▶ **ACTIVITY**: Go through the entries below and copy each line that holds the word "Lane".

▶ **RECORDS SHOWN**:

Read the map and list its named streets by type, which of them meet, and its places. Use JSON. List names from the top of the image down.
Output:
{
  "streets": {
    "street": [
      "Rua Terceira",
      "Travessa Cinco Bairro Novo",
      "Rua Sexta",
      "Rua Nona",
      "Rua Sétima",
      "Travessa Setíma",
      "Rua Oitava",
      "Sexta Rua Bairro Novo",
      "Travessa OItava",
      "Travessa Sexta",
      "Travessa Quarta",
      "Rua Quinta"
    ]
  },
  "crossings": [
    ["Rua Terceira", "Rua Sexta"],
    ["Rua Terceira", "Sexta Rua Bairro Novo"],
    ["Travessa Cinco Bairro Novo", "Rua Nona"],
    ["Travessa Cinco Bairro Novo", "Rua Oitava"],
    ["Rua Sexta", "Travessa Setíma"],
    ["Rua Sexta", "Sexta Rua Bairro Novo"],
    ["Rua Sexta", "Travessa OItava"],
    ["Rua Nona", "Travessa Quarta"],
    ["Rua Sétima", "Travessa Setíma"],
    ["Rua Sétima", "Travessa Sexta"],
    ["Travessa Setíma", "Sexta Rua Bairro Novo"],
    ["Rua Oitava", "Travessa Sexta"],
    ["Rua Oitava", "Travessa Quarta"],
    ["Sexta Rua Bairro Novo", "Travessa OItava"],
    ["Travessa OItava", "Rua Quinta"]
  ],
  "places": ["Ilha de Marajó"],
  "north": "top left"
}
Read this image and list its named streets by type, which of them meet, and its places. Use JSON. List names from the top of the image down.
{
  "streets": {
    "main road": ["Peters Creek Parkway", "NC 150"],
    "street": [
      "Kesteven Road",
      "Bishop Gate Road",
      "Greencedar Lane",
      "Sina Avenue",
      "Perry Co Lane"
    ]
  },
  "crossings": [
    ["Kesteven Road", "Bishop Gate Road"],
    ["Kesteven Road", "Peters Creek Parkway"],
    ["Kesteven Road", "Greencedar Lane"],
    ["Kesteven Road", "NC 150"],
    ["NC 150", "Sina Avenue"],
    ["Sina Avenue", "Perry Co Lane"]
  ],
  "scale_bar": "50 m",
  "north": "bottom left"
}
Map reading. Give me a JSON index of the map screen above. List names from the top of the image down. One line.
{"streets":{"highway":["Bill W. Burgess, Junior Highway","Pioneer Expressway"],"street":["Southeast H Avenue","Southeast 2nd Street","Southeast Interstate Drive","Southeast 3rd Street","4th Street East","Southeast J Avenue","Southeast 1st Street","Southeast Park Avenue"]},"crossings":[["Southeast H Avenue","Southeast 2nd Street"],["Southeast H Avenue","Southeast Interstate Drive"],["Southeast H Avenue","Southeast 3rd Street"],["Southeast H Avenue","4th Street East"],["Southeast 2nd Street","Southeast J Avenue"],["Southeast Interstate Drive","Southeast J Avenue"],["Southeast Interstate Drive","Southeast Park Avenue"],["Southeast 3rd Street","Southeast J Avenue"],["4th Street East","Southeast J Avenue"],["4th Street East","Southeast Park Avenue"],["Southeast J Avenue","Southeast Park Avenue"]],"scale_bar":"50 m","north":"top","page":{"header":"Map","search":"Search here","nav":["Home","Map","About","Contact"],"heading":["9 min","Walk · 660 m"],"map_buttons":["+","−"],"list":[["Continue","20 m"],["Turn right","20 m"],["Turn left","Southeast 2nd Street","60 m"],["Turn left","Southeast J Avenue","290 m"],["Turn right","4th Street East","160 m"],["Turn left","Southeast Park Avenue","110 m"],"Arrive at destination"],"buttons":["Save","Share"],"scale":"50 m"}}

▶ **ANSWER BELOW**:
      "Greencedar Lane",
      "Perry Co Lane"
    ["Kesteven Road", "Greencedar Lane"],
    ["Sina Avenue", "Perry Co Lane"]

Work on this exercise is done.